- **Task details**
Every line of the data below should be printed exactly.

╭─ Given records

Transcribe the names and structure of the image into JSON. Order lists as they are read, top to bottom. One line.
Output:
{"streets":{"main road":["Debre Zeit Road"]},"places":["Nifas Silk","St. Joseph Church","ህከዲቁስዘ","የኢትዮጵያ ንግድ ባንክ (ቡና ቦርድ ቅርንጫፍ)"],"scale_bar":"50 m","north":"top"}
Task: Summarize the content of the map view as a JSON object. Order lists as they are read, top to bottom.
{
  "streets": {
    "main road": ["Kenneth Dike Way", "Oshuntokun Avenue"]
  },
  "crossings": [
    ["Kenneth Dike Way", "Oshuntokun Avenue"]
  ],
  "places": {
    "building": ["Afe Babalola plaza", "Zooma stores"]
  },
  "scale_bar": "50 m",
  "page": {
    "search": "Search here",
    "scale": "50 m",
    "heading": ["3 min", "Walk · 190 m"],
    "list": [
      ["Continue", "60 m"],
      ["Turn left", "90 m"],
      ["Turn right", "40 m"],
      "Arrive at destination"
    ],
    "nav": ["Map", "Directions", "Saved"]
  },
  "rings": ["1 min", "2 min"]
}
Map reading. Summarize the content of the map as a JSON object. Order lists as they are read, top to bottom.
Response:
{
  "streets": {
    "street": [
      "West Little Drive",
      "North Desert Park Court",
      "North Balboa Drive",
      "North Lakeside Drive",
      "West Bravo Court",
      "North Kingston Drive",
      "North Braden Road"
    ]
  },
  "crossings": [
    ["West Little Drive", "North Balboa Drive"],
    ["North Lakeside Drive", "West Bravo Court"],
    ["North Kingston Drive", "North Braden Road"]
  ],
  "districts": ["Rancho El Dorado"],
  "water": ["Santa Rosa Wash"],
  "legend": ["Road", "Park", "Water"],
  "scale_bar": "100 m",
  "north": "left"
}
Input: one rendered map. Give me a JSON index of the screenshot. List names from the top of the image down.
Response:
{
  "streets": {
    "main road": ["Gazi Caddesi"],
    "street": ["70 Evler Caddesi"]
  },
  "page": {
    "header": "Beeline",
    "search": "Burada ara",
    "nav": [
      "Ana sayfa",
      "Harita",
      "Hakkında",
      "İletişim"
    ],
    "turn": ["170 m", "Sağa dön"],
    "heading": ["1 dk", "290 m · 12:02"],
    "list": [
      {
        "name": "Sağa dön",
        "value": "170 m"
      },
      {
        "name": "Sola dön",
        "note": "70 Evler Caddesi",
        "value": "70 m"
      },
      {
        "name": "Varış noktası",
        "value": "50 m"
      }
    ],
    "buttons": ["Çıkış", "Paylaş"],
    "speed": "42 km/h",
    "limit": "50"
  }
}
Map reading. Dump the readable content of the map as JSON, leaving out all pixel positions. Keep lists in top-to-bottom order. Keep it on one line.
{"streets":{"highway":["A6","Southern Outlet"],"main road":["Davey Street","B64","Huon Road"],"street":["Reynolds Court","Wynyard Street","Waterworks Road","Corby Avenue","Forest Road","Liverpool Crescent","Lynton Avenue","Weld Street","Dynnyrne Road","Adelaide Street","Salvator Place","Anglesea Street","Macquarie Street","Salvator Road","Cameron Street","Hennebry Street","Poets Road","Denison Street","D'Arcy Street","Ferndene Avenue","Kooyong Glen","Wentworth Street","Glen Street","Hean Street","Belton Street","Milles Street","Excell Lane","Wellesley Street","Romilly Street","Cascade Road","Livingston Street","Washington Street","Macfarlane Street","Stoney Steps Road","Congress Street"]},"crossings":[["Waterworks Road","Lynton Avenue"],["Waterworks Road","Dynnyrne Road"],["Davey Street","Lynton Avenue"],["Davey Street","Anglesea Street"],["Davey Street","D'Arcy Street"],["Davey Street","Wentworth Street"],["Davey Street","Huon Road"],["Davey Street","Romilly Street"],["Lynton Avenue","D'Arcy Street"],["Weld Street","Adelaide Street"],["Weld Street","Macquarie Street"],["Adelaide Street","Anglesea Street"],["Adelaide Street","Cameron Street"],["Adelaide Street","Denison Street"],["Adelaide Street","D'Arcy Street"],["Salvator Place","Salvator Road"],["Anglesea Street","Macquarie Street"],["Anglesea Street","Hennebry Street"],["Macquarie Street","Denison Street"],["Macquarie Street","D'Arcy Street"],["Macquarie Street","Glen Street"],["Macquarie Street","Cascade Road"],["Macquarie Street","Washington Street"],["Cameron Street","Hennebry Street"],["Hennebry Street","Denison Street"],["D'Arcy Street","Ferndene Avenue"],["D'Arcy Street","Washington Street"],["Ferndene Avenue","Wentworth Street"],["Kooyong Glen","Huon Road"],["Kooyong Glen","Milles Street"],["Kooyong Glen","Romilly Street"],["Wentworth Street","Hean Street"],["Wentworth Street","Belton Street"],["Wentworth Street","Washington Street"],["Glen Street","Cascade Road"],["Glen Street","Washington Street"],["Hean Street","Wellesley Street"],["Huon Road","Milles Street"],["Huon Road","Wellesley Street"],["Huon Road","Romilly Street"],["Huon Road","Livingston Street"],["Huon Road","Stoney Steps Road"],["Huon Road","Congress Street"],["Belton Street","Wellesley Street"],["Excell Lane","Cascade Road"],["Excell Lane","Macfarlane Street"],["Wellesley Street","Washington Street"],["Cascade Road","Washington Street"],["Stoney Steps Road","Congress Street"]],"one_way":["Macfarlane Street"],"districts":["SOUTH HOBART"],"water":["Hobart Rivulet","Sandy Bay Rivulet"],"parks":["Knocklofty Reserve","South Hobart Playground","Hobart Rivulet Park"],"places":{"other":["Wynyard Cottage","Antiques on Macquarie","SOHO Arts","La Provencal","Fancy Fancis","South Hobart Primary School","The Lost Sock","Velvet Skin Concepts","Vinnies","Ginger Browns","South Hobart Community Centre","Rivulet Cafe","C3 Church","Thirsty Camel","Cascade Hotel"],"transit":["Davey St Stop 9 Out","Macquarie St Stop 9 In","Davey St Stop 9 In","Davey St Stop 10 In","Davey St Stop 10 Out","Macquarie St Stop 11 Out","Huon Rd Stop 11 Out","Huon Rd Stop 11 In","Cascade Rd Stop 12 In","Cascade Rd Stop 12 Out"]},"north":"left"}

╰─

- **Answer space**
Transcribe the names and structure of the image into JSON. Order lists as they are read, top to bottom. One line.
Output:
{"streets":{"main road":["Debre Zeit Road"]},"places":["Nifas Silk","St. Joseph Church","ህከዲቁስዘ","የኢትዮጵያ ንግድ ባንክ (ቡና ቦርድ ቅርንጫፍ)"],"scale_bar":"50 m","north":"top"}
Task: Summarize the content of the map view as a JSON object. Order lists as they are read, top to bottom.
{
  "streets": {
    "main road": ["Kenneth Dike Way", "Oshuntokun Avenue"]
  },
  "crossings": [
    ["Kenneth Dike Way", "Oshuntokun Avenue"]
  ],
  "places": {
    "building": ["Afe Babalola plaza", "Zooma stores"]
  },
  "scale_bar": "50 m",
  "page": {
    "search": "Search here",
    "scale": "50 m",
    "heading": ["3 min", "Walk · 190 m"],
    "list": [
      ["Continue", "60 m"],
      ["Turn left", "90 m"],
      ["Turn right", "40 m"],
      "Arrive at destination"
    ],
    "nav": ["Map", "Directions", "Saved"]
  },
  "rings": ["1 min", "2 min"]
}
Map reading. Summarize the content of the map as a JSON object. Order lists as they are read, top to bottom.
Response:
{
  "streets": {
    "street": [
      "West Little Drive",
      "North Desert Park Court",
      "North Balboa Drive",
      "North Lakeside Drive",
      "West Bravo Court",
      "North Kingston Drive",
      "North Braden Road"
    ]
  },
  "crossings": [
    ["West Little Drive", "North Balboa Drive"],
    ["North Lakeside Drive", "West Bravo Court"],
    ["North Kingston Drive", "North Braden Road"]
  ],
  "districts": ["Rancho El Dorado"],
  "water": ["Santa Rosa Wash"],
  "legend": ["Road", "Park", "Water"],
  "scale_bar": "100 m",
  "north": "left"
}
Input: one rendered map. Give me a JSON index of the screenshot. List names from the top of the image down.
Response:
{
  "streets": {
    "main road": ["Gazi Caddesi"],
    "street": ["70 Evler Caddesi"]
  },
  "page": {
    "header": "Beeline",
    "search": "Burada ara",
    "nav": [
      "Ana sayfa",
      "Harita",
      "Hakkında",
      "İletişim"
    ],
    "turn": ["170 m", "Sağa dön"],
    "heading": ["1 dk", "290 m · 12:02"],
    "list": [
      {
        "name": "Sağa dön",
        "value": "170 m"
      },
      {
        "name": "Sola dön",
        "note": "70 Evler Caddesi",
        "value": "70 m"
      },
      {
        "name": "Varış noktası",
        "value": "50 m"
      }
    ],
    "buttons": ["Çıkış", "Paylaş"],
    "speed": "42 km/h",
    "limit": "50"
  }
}
Map reading. Dump the readable content of the map as JSON, leaving out all pixel positions. Keep lists in top-to-bottom order. Keep it on one line.
{"streets":{"highway":["A6","Southern Outlet"],"main road":["Davey Street","B64","Huon Road"],"street":["Reynolds Court","Wynyard Street","Waterworks Road","Corby Avenue","Forest Road","Liverpool Crescent","Lynton Avenue","Weld Street","Dynnyrne Road","Adelaide Street","Salvator Place","Anglesea Street","Macquarie Street","Salvator Road","Cameron Street","Hennebry Street","Poets Road","Denison Street","D'Arcy Street","Ferndene Avenue","Kooyong Glen","Wentworth Street","Glen Street","Hean Street","Belton Street","Milles Street","Excell Lane","Wellesley Street","Romilly Street","Cascade Road","Livingston Street","Washington Street","Macfarlane Street","Stoney Steps Road","Congress Street"]},"crossings":[["Waterworks Road","Lynton Avenue"],["Waterworks Road","Dynnyrne Road"],["Davey Street","Lynton Avenue"],["Davey Street","Anglesea Street"],["Davey Street","D'Arcy Street"],["Davey Street","Wentworth Street"],["Davey Street","Huon Road"],["Davey Street","Romilly Street"],["Lynton Avenue","D'Arcy Street"],["Weld Street","Adelaide Street"],["Weld Street","Macquarie Street"],["Adelaide Street","Anglesea Street"],["Adelaide Street","Cameron Street"],["Adelaide Street","Denison Street"],["Adelaide Street","D'Arcy Street"],["Salvator Place","Salvator Road"],["Anglesea Street","Macquarie Street"],["Anglesea Street","Hennebry Street"],["Macquarie Street","Denison Street"],["Macquarie Street","D'Arcy Street"],["Macquarie Street","Glen Street"],["Macquarie Street","Cascade Road"],["Macquarie Street","Washington Street"],["Cameron Street","Hennebry Street"],["Hennebry Street","Denison Street"],["D'Arcy Street","Ferndene Avenue"],["D'Arcy Street","Washington Street"],["Ferndene Avenue","Wentworth Street"],["Kooyong Glen","Huon Road"],["Kooyong Glen","Milles Street"],["Kooyong Glen","Romilly Street"],["Wentworth Street","Hean Street"],["Wentworth Street","Belton Street"],["Wentworth Street","Washington Street"],["Glen Street","Cascade Road"],["Glen Street","Washington Street"],["Hean Street","Wellesley Street"],["Huon Road","Milles Street"],["Huon Road","Wellesley Street"],["Huon Road","Romilly Street"],["Huon Road","Livingston Street"],["Huon Road","Stoney Steps Road"],["Huon Road","Congress Street"],["Belton Street","Wellesley Street"],["Excell Lane","Cascade Road"],["Excell Lane","Macfarlane Street"],["Wellesley Street","Washington Street"],["Cascade Road","Washington Street"],["Stoney Steps Road","Congress Street"]],"one_way":["Macfarlane Street"],"districts":["SOUTH HOBART"],"water":["Hobart Rivulet","Sandy Bay Rivulet"],"parks":["Knocklofty Reserve","South Hobart Playground","Hobart Rivulet Park"],"places":{"other":["Wynyard Cottage","Antiques on Macquarie","SOHO Arts","La Provencal","Fancy Fancis","South Hobart Primary School","The Lost Sock","Velvet Skin Concepts","Vinnies","Ginger Browns","South Hobart Community Centre","Rivulet Cafe","C3 Church","Thirsty Camel","Cascade Hotel"],"transit":["Davey St Stop 9 Out","Macquarie St Stop 9 In","Davey St Stop 9 In","Davey St Stop 10 In","Davey St Stop 10 Out","Macquarie St Stop 11 Out","Huon Rd Stop 11 Out","Huon Rd Stop 11 In","Cascade Rd Stop 12 In","Cascade Rd Stop 12 Out"]},"north":"left"}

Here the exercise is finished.